When Claudia and her brother, Jamie decide to run away, they don't just run anywhere: they make their home in the Metropolitan Museum of Modern Art in New York. While there, they sleep in opulent beds, bathe in the fountain, and stumble on an art mystery that captures their imaginations. I adored this book as a kid and I think it's one I would still love as an adult. I loved the kids' resourcefulness, the fantasy of camping out in an amazing place like a museum, and I loved the idea that kids could be enthralled by--and potentially solve--a mystery that rocks the art world.
This post may include affiliate links. That means if you click and make a purchase, I may earn a small commission. Please see Disclosures for more information.
When suburban Claudia Kincaid decides to run away, she knows she doesn’t just want to run from somewhere, she wants to run to somewhere — to a place that is comfortable, beautiful, and, preferably, elegant. She chooses the Metropolitan Museum of Art in New York City. Knowing her younger brother Jamie has money and thus can help her with a serious cash-flow problem, she invites him along.

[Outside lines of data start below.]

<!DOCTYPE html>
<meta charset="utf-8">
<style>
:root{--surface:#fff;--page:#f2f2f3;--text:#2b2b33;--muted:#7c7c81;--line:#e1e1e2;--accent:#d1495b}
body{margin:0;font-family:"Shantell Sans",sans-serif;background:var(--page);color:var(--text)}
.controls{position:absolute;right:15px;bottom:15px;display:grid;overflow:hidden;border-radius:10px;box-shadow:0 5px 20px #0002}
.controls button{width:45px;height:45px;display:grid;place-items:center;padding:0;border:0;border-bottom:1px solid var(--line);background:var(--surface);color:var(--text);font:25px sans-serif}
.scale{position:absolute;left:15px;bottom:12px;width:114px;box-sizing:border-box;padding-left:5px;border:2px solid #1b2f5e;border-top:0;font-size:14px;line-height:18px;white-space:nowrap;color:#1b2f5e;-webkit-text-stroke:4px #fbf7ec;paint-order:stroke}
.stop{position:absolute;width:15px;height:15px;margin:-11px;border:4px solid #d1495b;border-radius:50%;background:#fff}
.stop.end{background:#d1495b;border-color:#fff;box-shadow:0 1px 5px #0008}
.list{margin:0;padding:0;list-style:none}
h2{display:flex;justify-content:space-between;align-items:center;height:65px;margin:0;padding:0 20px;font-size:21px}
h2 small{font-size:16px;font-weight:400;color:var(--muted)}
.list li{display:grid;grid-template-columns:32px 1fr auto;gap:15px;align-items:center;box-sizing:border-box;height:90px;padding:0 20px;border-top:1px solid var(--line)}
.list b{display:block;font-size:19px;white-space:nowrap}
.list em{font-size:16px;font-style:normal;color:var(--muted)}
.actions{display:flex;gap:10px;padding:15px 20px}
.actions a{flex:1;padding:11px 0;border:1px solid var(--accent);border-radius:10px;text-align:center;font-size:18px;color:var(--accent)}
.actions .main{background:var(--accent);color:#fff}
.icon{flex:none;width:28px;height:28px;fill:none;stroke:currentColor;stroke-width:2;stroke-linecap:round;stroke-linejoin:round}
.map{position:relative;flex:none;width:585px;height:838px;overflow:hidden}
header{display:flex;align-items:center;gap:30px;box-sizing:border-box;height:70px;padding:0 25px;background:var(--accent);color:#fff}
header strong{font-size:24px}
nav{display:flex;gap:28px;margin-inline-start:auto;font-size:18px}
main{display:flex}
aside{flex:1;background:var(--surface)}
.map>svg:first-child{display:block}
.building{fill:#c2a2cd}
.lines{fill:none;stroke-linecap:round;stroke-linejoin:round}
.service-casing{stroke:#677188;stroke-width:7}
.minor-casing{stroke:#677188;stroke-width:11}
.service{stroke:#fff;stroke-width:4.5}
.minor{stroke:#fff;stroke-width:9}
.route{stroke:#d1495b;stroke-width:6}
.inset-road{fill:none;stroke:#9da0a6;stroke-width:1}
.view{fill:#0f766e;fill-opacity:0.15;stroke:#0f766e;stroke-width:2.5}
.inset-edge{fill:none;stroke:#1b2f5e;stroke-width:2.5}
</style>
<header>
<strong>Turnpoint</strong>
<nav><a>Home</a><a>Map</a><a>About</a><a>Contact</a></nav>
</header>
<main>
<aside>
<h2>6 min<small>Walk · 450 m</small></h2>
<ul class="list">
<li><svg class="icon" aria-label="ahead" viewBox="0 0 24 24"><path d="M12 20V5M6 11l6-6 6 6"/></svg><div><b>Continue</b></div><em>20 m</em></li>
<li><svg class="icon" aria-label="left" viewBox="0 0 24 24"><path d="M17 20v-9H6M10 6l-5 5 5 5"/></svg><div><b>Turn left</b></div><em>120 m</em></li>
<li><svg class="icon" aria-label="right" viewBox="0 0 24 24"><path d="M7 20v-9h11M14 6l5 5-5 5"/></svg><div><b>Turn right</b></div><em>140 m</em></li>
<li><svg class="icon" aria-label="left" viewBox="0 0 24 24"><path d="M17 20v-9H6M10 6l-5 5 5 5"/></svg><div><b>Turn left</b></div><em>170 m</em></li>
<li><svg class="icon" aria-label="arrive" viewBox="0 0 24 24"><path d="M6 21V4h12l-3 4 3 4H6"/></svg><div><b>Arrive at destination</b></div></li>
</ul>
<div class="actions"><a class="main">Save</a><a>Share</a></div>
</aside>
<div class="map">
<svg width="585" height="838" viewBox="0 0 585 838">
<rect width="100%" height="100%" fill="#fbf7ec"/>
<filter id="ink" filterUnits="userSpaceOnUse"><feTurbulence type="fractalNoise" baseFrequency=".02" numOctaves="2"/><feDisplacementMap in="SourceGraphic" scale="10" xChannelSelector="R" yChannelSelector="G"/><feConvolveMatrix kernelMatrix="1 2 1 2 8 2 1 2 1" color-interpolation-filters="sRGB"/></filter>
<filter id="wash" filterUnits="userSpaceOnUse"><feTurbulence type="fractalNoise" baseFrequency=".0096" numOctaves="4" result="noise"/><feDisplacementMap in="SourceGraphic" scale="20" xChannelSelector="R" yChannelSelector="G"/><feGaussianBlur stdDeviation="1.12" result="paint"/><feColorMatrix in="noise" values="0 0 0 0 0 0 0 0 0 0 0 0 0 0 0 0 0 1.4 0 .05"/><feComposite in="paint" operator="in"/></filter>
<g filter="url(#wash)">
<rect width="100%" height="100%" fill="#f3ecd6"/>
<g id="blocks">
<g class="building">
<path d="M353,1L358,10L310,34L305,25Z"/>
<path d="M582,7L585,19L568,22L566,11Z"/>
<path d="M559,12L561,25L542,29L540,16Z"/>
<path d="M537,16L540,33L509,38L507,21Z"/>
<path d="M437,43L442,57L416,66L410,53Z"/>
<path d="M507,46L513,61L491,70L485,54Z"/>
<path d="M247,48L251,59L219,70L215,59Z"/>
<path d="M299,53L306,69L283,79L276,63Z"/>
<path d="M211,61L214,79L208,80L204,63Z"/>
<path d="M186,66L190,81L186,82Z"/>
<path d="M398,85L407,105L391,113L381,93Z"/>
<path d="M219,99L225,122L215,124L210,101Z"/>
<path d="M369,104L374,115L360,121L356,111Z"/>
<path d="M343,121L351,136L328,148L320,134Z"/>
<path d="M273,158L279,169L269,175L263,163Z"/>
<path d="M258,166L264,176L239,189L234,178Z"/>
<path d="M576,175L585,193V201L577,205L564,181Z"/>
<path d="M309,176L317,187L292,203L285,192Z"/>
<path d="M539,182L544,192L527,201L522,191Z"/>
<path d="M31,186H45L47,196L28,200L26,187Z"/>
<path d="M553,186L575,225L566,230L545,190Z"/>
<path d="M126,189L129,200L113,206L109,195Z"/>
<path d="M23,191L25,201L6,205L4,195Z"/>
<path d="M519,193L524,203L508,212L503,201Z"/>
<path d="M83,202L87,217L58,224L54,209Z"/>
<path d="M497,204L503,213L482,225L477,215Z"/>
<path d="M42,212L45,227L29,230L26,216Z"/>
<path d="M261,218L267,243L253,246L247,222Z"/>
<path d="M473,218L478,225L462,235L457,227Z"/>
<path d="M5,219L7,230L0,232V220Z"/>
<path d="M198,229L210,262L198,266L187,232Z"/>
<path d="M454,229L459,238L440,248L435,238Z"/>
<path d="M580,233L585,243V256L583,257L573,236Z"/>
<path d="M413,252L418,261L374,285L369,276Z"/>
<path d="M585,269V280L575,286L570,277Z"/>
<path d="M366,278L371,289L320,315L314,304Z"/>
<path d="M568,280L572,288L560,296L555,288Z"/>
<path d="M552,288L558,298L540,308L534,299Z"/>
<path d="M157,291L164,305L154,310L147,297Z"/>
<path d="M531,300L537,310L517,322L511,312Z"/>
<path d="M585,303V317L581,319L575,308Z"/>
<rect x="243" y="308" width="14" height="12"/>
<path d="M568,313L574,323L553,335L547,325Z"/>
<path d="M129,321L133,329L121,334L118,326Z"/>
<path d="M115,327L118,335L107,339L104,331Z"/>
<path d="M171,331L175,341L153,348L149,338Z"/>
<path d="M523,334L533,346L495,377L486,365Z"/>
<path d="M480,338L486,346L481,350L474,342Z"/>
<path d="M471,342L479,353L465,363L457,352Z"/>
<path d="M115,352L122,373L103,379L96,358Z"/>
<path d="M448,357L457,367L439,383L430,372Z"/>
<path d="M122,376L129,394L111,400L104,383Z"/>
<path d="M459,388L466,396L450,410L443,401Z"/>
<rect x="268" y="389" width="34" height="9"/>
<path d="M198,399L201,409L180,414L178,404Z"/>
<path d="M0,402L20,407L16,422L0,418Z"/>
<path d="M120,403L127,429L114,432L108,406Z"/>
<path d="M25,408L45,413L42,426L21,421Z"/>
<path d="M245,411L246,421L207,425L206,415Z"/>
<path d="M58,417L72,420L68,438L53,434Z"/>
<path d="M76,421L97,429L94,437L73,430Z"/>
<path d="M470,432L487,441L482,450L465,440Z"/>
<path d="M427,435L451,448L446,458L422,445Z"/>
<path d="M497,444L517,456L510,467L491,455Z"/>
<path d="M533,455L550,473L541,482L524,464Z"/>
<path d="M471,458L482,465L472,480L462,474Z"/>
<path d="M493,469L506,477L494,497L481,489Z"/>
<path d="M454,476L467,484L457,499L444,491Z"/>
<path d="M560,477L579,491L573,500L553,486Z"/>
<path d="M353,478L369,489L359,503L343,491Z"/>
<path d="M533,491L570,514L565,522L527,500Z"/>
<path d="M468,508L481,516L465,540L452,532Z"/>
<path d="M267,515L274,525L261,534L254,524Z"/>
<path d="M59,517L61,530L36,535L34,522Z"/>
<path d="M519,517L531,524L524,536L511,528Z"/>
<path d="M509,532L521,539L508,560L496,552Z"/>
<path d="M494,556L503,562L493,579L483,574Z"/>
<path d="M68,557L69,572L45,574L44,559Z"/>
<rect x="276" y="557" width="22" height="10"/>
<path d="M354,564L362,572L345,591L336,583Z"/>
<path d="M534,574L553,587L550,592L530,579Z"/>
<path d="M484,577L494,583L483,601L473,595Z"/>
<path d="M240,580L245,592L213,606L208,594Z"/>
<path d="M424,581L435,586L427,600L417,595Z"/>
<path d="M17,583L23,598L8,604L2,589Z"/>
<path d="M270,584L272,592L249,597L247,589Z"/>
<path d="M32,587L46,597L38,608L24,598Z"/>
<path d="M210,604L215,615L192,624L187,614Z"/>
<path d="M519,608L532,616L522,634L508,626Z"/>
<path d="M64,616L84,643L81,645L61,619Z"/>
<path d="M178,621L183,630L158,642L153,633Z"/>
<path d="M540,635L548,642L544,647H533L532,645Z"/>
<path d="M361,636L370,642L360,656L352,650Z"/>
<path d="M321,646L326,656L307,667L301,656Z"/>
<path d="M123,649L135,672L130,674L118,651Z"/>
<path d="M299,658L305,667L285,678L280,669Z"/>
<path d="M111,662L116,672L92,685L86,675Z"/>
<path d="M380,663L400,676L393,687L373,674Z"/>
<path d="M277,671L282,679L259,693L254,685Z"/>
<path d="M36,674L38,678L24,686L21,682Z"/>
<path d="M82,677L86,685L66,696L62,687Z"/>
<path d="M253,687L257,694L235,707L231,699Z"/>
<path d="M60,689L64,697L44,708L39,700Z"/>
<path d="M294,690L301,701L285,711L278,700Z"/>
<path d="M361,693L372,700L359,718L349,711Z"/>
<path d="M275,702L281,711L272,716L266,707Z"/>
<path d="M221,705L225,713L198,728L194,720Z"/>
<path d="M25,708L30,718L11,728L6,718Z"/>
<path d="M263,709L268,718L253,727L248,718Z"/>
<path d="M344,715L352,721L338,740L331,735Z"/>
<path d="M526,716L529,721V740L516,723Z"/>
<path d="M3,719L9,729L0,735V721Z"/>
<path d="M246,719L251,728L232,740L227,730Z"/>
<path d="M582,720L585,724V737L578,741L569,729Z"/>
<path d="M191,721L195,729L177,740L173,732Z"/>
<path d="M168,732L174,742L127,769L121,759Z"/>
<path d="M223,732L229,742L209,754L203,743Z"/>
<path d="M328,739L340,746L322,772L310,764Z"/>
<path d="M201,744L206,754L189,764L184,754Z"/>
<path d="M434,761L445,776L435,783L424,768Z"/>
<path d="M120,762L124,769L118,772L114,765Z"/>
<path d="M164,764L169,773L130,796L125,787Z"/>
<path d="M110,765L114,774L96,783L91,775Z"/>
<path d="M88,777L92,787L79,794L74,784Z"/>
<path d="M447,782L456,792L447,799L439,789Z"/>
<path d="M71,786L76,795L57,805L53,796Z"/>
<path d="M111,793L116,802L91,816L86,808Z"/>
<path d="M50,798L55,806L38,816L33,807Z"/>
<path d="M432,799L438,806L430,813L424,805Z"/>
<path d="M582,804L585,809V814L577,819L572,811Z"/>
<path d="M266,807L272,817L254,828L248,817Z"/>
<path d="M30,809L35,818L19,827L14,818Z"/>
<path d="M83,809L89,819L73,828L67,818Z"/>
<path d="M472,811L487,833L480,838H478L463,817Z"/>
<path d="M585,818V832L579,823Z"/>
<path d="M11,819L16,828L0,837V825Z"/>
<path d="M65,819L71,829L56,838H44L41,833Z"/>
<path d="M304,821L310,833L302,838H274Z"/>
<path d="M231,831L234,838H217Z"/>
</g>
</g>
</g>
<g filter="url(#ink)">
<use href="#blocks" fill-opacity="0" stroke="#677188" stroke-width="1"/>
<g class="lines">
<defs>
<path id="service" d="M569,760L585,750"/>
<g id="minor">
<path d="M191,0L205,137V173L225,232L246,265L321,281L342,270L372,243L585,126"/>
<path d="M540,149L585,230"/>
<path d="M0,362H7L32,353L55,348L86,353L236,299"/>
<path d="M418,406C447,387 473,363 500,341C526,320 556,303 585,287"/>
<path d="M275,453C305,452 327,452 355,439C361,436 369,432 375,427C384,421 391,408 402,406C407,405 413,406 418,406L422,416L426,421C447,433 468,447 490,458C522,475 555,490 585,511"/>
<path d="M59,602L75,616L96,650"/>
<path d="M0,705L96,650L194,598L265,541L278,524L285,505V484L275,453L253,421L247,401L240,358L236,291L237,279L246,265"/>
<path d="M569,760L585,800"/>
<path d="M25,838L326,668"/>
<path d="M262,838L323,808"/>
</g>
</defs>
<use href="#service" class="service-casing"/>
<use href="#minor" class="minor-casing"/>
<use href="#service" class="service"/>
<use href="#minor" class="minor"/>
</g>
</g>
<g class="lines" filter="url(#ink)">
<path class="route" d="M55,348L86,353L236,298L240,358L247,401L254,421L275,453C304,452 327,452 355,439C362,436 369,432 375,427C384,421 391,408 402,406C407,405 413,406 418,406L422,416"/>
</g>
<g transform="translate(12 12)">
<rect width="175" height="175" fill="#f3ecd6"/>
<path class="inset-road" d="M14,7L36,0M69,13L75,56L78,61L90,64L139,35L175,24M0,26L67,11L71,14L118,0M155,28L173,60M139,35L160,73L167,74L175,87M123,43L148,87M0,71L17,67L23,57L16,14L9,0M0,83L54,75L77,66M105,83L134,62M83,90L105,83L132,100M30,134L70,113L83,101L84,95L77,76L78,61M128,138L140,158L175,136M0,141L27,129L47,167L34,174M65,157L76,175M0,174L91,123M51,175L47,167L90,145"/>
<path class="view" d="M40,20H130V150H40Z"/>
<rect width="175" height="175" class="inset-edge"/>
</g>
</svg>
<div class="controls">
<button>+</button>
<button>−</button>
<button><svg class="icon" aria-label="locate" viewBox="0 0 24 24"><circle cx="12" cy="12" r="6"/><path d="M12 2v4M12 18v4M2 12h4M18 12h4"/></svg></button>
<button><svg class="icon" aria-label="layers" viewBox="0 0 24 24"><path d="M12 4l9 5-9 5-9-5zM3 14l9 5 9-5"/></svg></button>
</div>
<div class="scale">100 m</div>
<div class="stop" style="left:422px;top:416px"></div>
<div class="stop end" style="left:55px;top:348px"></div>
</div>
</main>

Once settled into the museum, Claudia and Jamie find themselves caught up in the mystery of an angel statue that the museum purchased at auction for a bargain price of $225. The statue is possibly an early work of the Renaissance master, Michelangelo, and therefore worth millions. Is it? Or isn’t it?
Claudia is determined to find out. Her quest leads her to Mrs. Basil E. Frankweiler, the remarkable old woman who sold the statue, and to some equally remarkable discoveries about herself.